> [ACTION ITEM]
Among the records below, which lines contain the string "height"? Report them.

> [MATERIAL PROVIDED]
****************************************

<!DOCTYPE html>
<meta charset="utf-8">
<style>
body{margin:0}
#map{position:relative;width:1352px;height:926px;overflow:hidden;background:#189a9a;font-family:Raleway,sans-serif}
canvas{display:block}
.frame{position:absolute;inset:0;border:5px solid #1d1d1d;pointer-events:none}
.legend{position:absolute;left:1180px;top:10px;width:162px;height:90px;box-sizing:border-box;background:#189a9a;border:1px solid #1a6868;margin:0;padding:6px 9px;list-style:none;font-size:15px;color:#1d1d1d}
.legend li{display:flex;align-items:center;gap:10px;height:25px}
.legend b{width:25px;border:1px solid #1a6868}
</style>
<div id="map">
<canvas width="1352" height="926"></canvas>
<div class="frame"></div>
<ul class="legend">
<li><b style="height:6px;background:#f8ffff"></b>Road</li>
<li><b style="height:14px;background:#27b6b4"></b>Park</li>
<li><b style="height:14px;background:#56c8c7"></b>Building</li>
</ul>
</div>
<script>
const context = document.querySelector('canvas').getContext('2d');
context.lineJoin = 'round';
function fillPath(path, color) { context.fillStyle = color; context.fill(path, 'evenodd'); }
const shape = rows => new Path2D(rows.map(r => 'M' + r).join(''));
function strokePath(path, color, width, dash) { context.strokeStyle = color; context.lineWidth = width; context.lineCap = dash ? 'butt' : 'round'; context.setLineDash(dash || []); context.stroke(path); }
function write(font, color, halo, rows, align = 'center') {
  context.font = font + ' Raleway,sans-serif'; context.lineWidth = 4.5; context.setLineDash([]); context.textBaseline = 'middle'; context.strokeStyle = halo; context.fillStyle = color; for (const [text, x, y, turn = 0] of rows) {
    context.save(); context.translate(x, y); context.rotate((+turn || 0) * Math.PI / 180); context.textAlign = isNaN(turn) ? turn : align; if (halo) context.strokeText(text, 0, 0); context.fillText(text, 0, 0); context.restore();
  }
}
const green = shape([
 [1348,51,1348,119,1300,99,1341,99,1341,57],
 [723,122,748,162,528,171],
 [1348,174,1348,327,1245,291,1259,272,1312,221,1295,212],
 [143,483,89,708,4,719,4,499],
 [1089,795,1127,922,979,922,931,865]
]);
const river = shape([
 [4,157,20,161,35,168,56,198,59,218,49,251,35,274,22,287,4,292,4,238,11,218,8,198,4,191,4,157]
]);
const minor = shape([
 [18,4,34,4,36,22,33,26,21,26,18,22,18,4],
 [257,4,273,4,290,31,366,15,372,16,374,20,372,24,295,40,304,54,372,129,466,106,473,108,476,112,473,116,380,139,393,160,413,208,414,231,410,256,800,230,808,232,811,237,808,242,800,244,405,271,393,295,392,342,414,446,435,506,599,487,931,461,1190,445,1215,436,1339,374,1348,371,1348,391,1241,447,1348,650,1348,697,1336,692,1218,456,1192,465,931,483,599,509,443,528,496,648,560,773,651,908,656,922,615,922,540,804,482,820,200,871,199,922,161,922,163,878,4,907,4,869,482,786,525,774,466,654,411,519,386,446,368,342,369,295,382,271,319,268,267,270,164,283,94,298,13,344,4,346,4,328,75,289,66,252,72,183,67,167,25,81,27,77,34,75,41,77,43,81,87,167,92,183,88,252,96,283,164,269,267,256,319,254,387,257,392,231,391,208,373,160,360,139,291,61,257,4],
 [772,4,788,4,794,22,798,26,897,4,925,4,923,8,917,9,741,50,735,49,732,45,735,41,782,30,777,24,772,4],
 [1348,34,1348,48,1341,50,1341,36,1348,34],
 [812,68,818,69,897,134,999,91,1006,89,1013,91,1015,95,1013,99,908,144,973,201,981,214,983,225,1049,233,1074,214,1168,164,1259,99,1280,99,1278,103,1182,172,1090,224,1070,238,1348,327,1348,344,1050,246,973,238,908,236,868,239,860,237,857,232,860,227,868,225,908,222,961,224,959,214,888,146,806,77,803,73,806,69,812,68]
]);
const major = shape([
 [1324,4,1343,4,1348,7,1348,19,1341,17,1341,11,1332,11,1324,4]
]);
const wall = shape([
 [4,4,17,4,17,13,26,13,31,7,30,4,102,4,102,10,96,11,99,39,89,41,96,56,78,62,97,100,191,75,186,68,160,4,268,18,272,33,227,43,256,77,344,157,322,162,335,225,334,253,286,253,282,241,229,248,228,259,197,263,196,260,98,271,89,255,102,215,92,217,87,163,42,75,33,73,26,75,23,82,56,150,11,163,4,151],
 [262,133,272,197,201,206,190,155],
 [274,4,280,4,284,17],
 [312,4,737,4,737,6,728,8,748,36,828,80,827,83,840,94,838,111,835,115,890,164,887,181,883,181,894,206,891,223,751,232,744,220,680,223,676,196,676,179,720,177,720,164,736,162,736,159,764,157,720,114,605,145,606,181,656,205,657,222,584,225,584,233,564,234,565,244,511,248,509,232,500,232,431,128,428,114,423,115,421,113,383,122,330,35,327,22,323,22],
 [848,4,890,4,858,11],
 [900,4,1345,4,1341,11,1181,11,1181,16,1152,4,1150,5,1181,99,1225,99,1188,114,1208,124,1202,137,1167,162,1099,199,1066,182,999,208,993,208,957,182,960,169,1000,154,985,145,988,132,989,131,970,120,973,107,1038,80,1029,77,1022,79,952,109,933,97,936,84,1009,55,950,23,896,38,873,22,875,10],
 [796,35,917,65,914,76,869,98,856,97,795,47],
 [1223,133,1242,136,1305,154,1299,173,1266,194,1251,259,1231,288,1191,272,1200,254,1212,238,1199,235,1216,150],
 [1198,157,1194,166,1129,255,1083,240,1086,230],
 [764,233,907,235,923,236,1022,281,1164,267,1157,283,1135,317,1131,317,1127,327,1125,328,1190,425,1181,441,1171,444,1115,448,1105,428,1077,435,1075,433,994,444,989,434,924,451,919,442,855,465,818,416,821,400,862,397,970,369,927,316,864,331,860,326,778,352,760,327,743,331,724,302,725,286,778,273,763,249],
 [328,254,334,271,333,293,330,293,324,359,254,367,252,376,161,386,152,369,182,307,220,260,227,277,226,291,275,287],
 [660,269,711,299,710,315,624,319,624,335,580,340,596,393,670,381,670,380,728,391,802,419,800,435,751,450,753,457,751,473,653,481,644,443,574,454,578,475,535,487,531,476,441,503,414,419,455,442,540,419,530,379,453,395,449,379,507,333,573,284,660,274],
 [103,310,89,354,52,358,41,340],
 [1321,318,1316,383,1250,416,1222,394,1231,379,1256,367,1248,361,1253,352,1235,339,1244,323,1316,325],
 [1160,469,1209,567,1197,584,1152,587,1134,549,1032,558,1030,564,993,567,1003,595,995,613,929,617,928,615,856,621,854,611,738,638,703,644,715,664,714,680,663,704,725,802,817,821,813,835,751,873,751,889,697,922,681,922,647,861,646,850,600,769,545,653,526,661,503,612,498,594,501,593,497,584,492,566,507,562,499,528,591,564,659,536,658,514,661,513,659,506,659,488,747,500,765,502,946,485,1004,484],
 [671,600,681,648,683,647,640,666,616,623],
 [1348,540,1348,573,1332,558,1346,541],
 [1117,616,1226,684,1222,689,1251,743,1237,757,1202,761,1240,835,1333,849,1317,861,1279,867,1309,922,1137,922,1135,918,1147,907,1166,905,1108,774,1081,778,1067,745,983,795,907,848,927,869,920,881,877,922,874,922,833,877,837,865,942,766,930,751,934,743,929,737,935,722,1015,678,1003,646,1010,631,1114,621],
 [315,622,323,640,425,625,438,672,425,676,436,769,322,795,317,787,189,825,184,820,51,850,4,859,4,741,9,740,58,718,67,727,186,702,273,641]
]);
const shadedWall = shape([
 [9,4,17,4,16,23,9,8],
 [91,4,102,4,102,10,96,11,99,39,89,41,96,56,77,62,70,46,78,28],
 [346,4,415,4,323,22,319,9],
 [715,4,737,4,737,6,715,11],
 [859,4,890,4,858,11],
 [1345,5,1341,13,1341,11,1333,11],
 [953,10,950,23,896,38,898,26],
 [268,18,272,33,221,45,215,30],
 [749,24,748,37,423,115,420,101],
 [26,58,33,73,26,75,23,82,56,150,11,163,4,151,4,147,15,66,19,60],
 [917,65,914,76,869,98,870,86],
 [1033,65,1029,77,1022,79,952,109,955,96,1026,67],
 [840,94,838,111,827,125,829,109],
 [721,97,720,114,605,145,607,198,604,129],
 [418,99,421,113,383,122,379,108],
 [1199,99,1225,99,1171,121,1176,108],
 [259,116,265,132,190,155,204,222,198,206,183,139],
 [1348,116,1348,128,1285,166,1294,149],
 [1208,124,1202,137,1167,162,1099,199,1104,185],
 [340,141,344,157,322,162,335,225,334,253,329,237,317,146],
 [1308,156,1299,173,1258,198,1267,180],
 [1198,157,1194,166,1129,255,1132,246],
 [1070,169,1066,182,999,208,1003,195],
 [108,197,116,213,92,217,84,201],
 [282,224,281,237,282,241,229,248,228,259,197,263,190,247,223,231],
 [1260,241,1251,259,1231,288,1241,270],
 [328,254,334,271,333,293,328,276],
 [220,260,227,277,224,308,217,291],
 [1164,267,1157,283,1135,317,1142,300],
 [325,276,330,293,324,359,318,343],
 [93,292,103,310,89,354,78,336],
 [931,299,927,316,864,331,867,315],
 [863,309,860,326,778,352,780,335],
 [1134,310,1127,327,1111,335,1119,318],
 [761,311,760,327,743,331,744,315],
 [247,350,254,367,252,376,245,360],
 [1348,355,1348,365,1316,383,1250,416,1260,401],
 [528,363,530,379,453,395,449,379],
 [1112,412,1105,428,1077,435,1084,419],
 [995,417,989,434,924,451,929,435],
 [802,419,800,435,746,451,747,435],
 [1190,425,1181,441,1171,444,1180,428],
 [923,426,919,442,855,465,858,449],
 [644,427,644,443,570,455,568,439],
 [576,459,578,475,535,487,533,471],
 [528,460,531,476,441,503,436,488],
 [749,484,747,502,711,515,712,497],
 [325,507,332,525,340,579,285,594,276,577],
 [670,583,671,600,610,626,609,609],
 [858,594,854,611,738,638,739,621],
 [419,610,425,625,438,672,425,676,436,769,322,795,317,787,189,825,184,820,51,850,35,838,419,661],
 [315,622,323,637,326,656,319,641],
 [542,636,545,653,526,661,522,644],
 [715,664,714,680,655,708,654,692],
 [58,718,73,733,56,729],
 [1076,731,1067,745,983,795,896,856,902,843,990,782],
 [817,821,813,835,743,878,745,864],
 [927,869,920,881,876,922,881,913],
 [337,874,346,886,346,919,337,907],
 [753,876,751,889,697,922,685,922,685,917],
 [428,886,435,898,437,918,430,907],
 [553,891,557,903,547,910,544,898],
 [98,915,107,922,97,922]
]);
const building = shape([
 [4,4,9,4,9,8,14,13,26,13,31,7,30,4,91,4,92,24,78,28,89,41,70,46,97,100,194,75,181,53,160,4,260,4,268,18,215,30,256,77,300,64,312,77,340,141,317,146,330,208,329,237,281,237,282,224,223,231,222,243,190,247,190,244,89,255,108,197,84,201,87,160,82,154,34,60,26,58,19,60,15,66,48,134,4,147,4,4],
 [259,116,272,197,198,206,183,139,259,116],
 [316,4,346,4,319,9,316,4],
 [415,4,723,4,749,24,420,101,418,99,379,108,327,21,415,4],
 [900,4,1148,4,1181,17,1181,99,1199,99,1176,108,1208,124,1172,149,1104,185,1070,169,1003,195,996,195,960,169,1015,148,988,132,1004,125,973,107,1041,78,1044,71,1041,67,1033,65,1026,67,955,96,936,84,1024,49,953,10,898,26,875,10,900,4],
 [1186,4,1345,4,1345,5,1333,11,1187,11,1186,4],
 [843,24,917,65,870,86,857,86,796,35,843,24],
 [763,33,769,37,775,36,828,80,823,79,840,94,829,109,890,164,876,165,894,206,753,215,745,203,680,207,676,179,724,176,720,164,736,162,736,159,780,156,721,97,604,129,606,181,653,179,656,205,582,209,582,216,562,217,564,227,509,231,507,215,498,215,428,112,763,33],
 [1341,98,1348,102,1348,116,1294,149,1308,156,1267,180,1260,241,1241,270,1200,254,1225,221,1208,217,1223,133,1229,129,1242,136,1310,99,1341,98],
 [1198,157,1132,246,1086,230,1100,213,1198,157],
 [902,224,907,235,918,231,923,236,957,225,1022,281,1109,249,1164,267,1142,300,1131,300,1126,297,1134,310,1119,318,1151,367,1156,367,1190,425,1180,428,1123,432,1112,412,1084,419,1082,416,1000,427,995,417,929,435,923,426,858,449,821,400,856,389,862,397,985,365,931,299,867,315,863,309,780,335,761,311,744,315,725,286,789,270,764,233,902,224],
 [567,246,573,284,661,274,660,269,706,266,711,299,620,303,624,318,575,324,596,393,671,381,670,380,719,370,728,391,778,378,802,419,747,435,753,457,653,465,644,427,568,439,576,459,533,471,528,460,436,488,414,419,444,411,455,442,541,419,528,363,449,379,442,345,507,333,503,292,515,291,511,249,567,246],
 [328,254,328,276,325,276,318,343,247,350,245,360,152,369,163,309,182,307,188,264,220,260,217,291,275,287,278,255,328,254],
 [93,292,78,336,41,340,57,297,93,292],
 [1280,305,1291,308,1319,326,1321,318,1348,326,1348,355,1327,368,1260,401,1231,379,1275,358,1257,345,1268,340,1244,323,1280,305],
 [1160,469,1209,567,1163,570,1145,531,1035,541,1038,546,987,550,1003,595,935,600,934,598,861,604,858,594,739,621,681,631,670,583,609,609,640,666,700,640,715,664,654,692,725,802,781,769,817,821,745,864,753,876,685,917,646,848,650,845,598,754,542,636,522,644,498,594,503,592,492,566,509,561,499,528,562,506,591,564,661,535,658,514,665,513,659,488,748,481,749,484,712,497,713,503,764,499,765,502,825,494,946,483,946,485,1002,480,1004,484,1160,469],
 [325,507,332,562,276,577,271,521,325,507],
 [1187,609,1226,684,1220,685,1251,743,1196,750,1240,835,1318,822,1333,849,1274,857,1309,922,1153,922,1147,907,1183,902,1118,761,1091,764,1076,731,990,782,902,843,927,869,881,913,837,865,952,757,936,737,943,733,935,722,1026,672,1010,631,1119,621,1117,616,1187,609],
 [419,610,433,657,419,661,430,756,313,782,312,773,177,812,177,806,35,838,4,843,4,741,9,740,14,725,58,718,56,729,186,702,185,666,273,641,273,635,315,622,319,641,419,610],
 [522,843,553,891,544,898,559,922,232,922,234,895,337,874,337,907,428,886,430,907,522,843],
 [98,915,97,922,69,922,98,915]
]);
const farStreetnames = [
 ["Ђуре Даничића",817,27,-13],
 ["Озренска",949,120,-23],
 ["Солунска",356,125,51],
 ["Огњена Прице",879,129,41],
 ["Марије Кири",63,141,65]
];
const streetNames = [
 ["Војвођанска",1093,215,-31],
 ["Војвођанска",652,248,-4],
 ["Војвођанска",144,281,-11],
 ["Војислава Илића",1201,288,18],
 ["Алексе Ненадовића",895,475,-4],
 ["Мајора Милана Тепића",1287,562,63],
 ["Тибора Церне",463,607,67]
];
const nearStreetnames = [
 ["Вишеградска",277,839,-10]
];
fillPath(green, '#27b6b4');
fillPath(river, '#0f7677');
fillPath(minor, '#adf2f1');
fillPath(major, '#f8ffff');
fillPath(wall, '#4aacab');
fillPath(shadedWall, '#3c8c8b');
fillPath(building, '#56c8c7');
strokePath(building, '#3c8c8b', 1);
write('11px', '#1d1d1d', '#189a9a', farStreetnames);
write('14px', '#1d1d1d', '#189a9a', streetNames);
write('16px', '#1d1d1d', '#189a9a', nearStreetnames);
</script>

****************************************

> [OUTPUT OF THE EXERCISE]
#map{position:relative;width:1352px;height:926px;overflow:hidden;background:#189a9a;font-family:Raleway,sans-serif}
.legend{position:absolute;left:1180px;top:10px;width:162px;height:90px;box-sizing:border-box;background:#189a9a;border:1px solid #1a6868;margin:0;padding:6px 9px;list-style:none;font-size:15px;color:#1d1d1d}
.legend li{display:flex;align-items:center;gap:10px;height:25px}
<canvas width="1352" height="926"></canvas>
<li><b style="height:6px;background:#f8ffff"></b>Road</li>
<li><b style="height:14px;background:#27b6b4"></b>Park</li>
<li><b style="height:14px;background:#56c8c7"></b>Building</li>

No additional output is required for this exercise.